Тоас посмотрел вокруг, и рослый нубиец Ахмет, его друг, подошел и встал рядом с ним. В руке его зловеще сверкнул топор.

Капитан спокойно сказал:

— Мы отплываем сейчас же.

Члены команды посмотрели друг на друга и почесали бороды, вспоминая другие случаи, когда Тоас говорил таким тоном. Они принялись за работу.

Легкий ветерок подул по Нилу — с юга, с помощью благословенного Миноса, — и Тоас указал направление, куда плыть. Беспомощные паруса наполнились ветром, медленно подгоняя корабль в широкий грязный поток, и люди заняли свои места на скамьях гребцов. Скрипящие и брызгающие весла поднялись в воздух.

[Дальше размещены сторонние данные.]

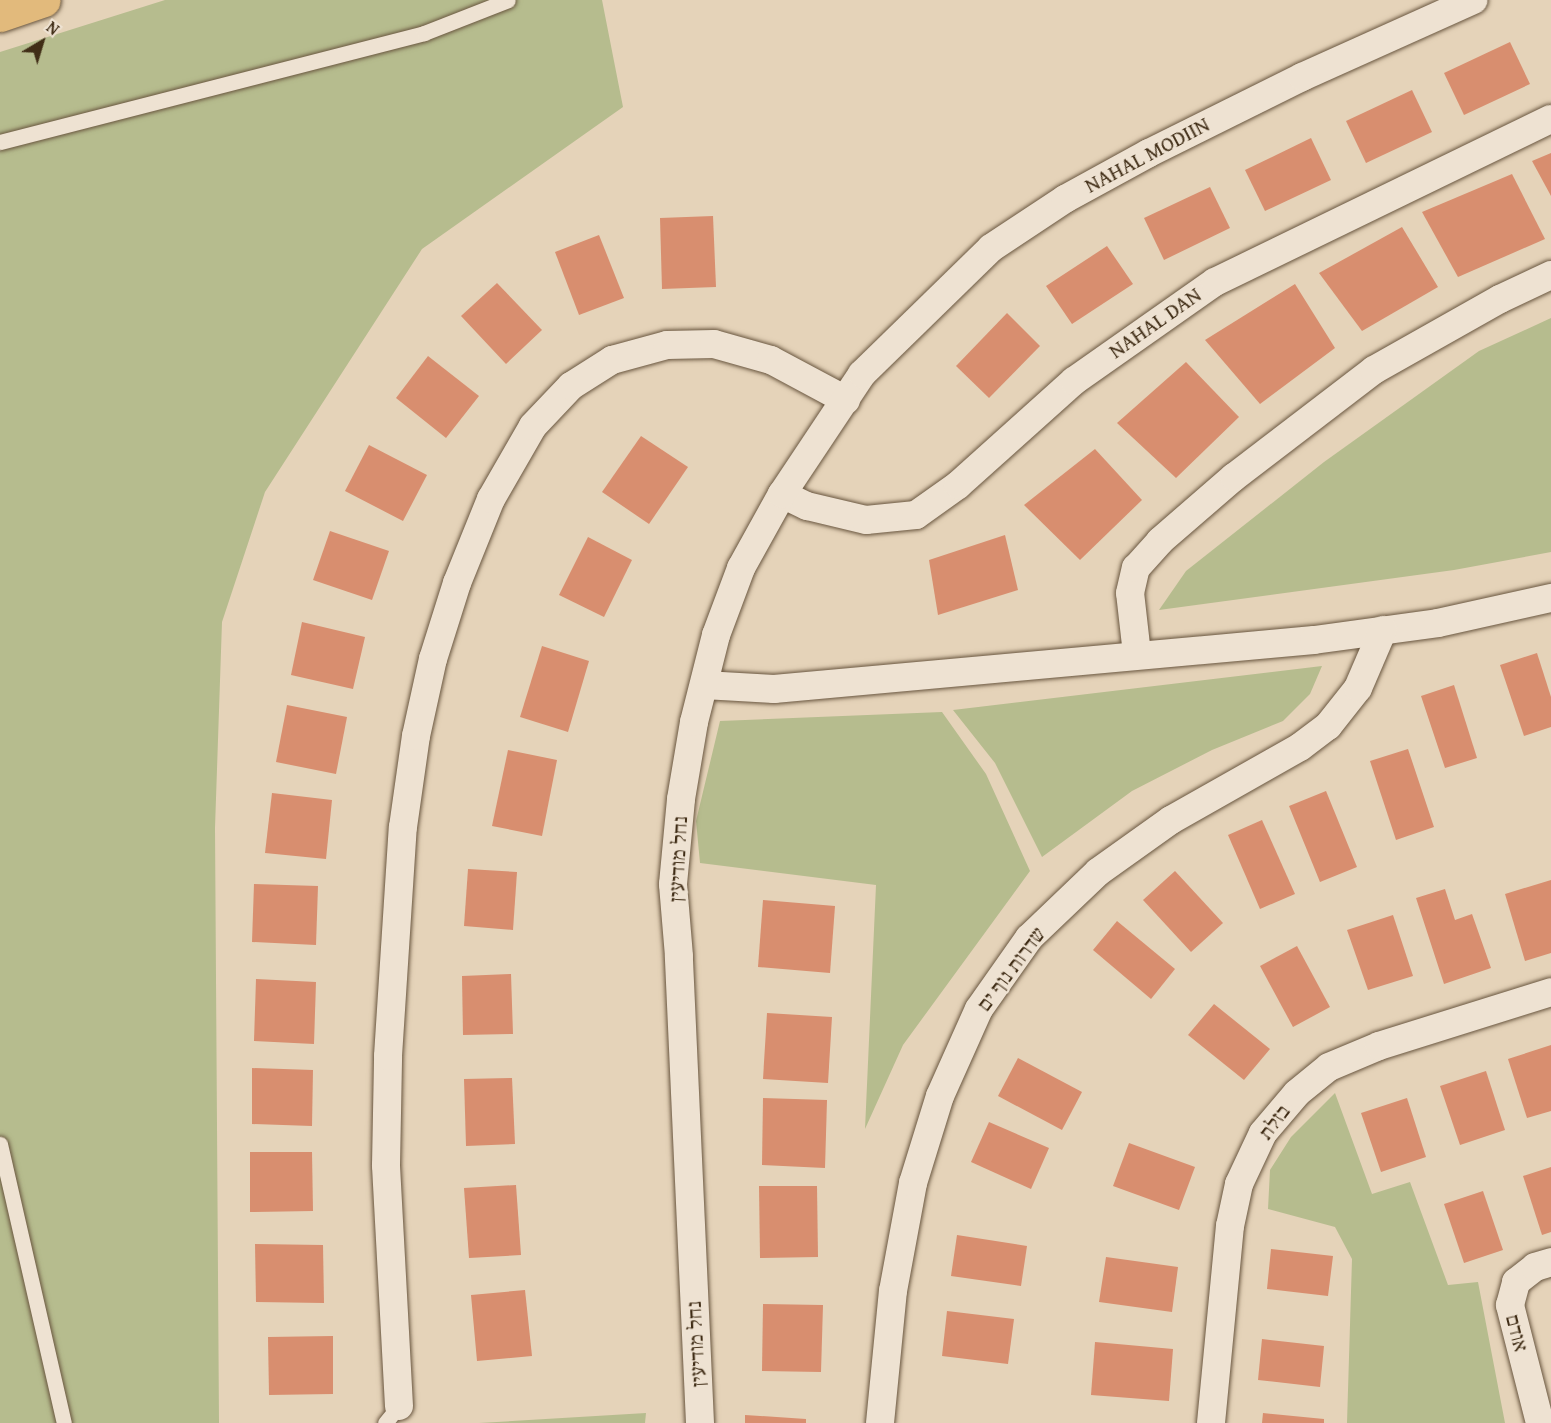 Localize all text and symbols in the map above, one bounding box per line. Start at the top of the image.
north arrow [12,12,72,72]
text: N [41,15,65,41]
street label: NAHAL MODIIN [1080,112,1214,198]
street label: NAHAL DAN [1104,282,1206,364]
street label: נחל מודיעין [663,815,693,903]
street label: שדרות נוף ים [971,922,1051,1016]
street label: בזלת [1253,1099,1295,1145]
street label: נחל מודיעין [681,1300,711,1388]
street label: אודם [1500,1312,1534,1354]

Критянин стоял, перевесившись через перила. Он снял свой бронзовый шлем, позволив ветру ерошить мокрые от пота волосы, и вдохнул сырой воздух. По обоим берегам реки лежали Фивы, неуклюжие хижины бедняков смешались с надменными домами благородных и божественных, а на западном берегу возвышалось невероятно огромное святилище Амена. Пелена дыма и пыли скрывала город, бесконечный рев приглушенно пульсировал в ушах. На западе виднелись необъятные массивы Ливийских гор, охраняющих Долину Царей, где лежат Великие Египта, — и муж девушки рядом с ним был всего лишь маринованным трупом, замурованным в камень и темноту. На востоке лежала меньшая цепь Аравийских гор, и ее вершин касались длинные лучи заходящего солнца, а нижние склоны казались голубыми от пыли, поднимающейся вверх.

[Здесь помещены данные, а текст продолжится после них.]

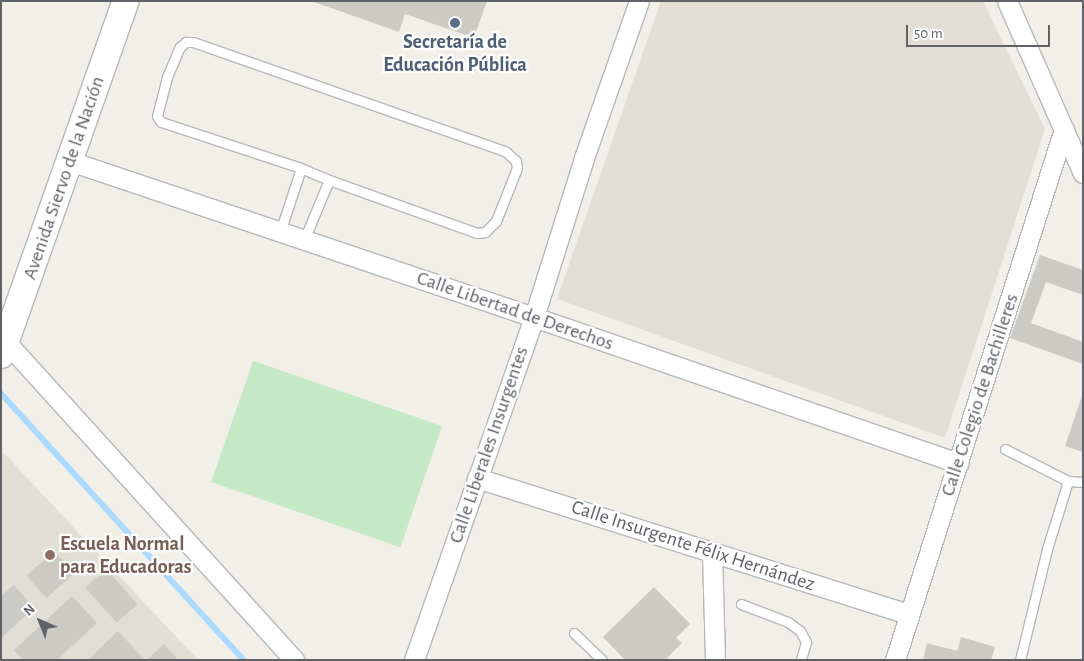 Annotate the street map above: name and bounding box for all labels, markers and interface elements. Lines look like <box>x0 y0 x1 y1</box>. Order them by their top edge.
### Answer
scale bar <box>909 15 1053 47</box>
marker: Secretaría de Educación Pública <box>449 17 461 29</box>
text: 50 m <box>914 26 943 41</box>
place label: Secretaría de Educación Pública <box>383 31 527 78</box>
street label: Avenida Siervo de la Nación <box>18 73 110 283</box>
street label: Calle Libertad de Derechos <box>414 266 616 356</box>
street label: Calle Colegio de Bachilleres <box>936 291 1024 499</box>
street label: Calle Liberales Insurgentes <box>444 344 534 546</box>
street label: Calle Insurgente Félix Hernández <box>568 495 818 597</box>
place label: Escuela Normal para Educadoras <box>60 532 191 579</box>
marker: Escuela Normal para Educadoras <box>44 549 56 561</box>
north arrow <box>15 596 65 646</box>
text: N <box>21 602 38 619</box>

Они ушли. Ради всех Богов, они ушли!

Он посмотрел на Анхсенамен. Она страшно устала, слегка дрожала, а под величественными глазами были темные круги, но она стояла прямо, совсем рядом с ним, глядя на запад, на солнце. Ветерок трепал ее тяжелые черные волосы и тонкую белую мантию, что была на ней.

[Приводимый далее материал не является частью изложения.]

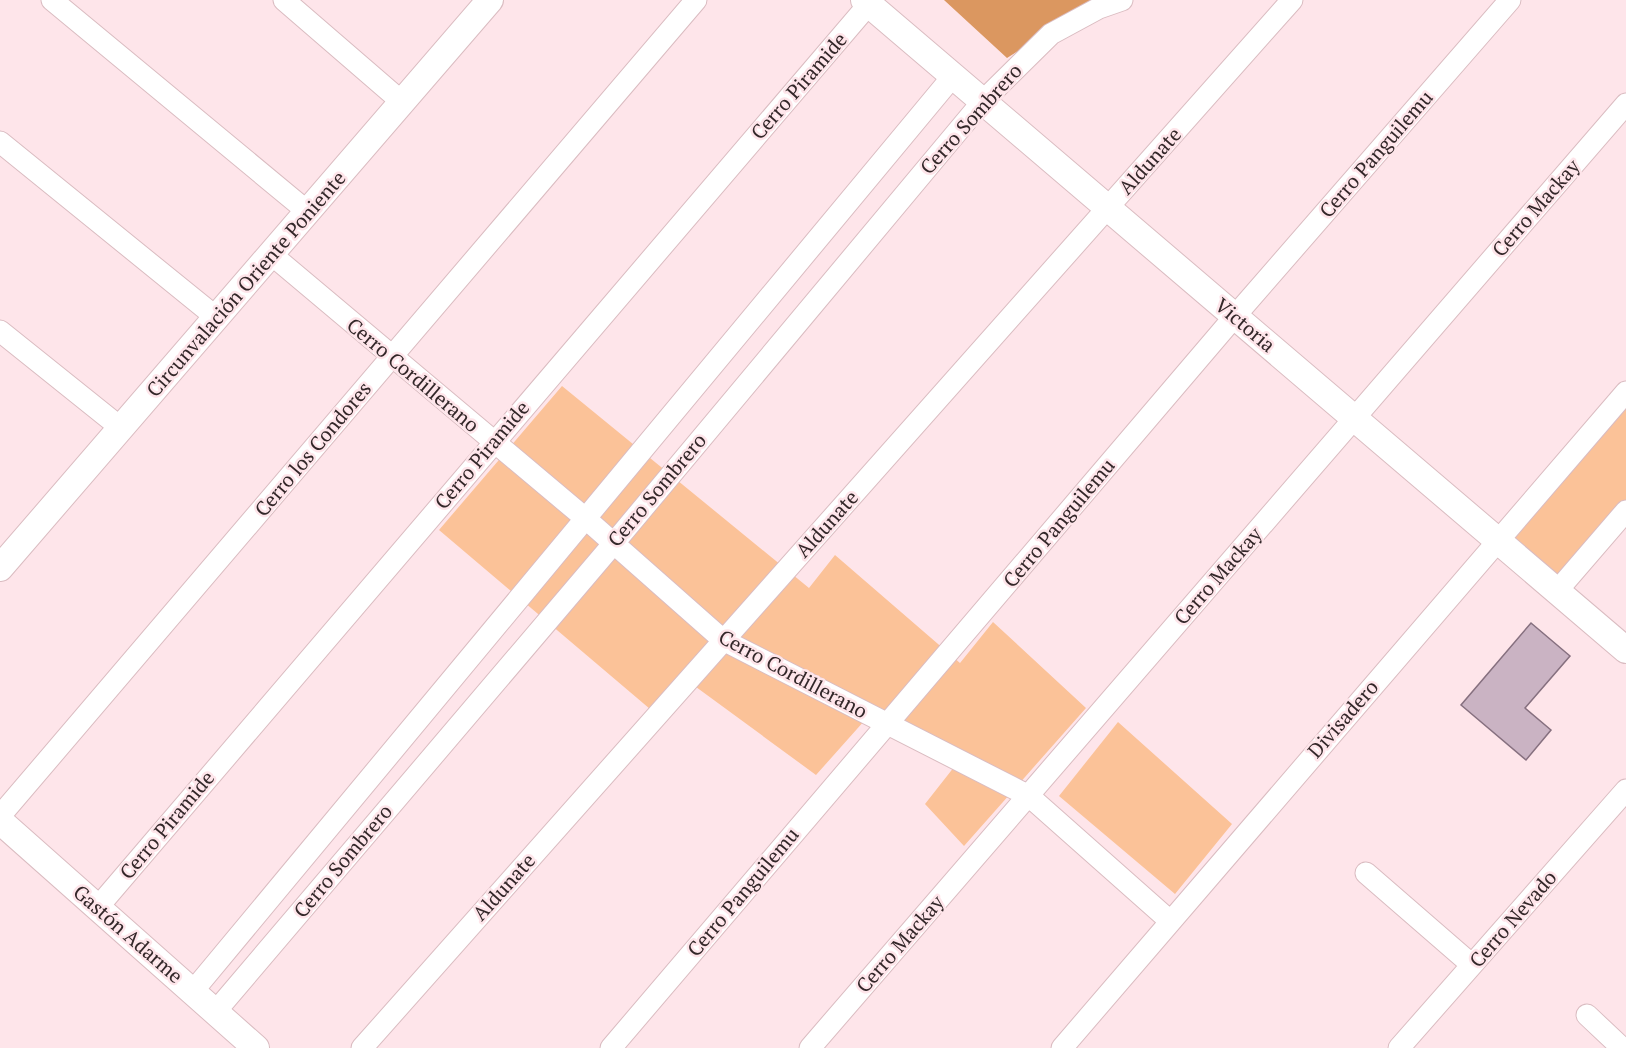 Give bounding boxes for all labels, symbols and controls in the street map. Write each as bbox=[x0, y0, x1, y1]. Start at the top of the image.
street label: Cerro Piramide bbox=[745, 26, 853, 145]
street label: Cerro Sombrero bbox=[914, 58, 1028, 180]
street label: Cerro Panguilemu bbox=[1313, 84, 1438, 223]
street label: Aldunate bbox=[1112, 121, 1187, 200]
street label: Cerro Mackay bbox=[1486, 152, 1586, 262]
street label: Circunvalación Oriente Poniente bbox=[140, 165, 351, 402]
street label: Victoria bbox=[1209, 291, 1281, 358]
street label: Cerro Cordillerano bbox=[342, 311, 485, 438]
street label: Cerro los Condores bbox=[248, 376, 377, 522]
street label: Cerro Piramide bbox=[428, 395, 535, 515]
street label: Cerro Sombrero bbox=[601, 427, 712, 552]
street label: Cerro Panguilemu bbox=[997, 453, 1121, 593]
street label: Aldunate bbox=[789, 484, 864, 563]
street label: Cerro Mackay bbox=[1168, 520, 1268, 630]
street label: Cerro Cordillerano bbox=[714, 623, 872, 724]
street label: Divisadero bbox=[1301, 674, 1384, 763]
street label: Cerro Piramide bbox=[113, 765, 220, 885]
street label: Cerro Sombrero bbox=[287, 798, 398, 923]
street label: Cerro Panguilemu bbox=[681, 822, 805, 962]
street label: Aldunate bbox=[466, 847, 541, 926]
street label: Cerro Nevado bbox=[1463, 864, 1562, 973]
street label: Gastón Adarme bbox=[68, 878, 189, 989]
street label: Cerro Mackay bbox=[850, 888, 950, 998]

Она что-то шептала, и он наклонился ближе, чтобы услышать. «Хвала тебе, свет мира, творец всего, тебе, кто с любовью смотрит на все народы людей и каждого из них по отдельности, о Атон…»

Он не выдержал и воскликнул:

— Но это же Бог твоего отца!

Она взглянула на него, и слезы затуманили ее глаза.

— Да, это Атон, бог, создатель всего мира, и он любит всех равно, единственный, кто говорил с моим отцом. Мы поклонялись ему с песнями и возлагали цветы на его алтарь, под небом в столице — Ахетатоне.

— Он теперь запрещен в Египте. Ты поклонялась Амену последние десять лет. Можешь ли ты хотя бы помнить бога, которому молились, когда ты была совсем маленькой девочкой?

— Я могу помнить его, и иногда я шептала ему молитвы даже в Фивах. Я поклонялась и Амену тоже, и я боялась. Но они убивают зверей в темных храмах этой единственной деревянной фигуры, созданной жрецами. — Она подняла голову. — Я бы бросила сейчас Амена и вернулась к Атону, который был со мной так давно.

Тоас покачал головой. Он сам не слишком разбирался в богах, ни в одном, ни в другом. Он отдавал должное, как обычно, божествам любой страны, в которой ему случалось бывать, и приносил жертвы Миносу за удачу своих путешествий, но больше затем, чтобы успокоить страхи людей, чем из-за собственной сильной веры.

— Ты можешь занять каюту, — сказал он. — Она забита грузом, но ты можешь найти себе немного одежды и постель на одном из сундуков. Пепи может спать за твоей дверью, если хочешь, а меня ты позовешь, если понадоблюсь.

— Ты думаешь, мы действительно сможем добраться до Кипра? — вздохнула она.

— Кто знает. Это зависит от того, как скоро Эй обнаружит, что тебя увели, и как скоро он решит, что ты уплыла вниз по реке с критским кораблем, который так подозрительно поспешно сегодня отчалил, а потом, это зависит от того, как быстро смогут плыть его люди и будет ли нам дуть попутный ветер. Он может погнать на смену рабов и вдвое превзойти нас числом, но при хорошем ветре или в открытом море я покажу пятки любым египетским кораблям. Мы должны постараться, вот и все.

— Ты откровенный человек, — сказала она, помолчав. — Но ты не видишь явной облавы. Для чего ты стараешься, Тоас?

— Чтобы вернуться на Кипр с головой на плечах, — щелкнул он языком и отвернулся, чтобы понаблюдать за гребцами.

К утру усилившийся ветер наполнил паруса, и Тоас позволил своим уставшим гребцам поспать. «Им позже понадобятся силы, — думал он, — возможно, ненамного позже, если войска фараона были недалеко позади».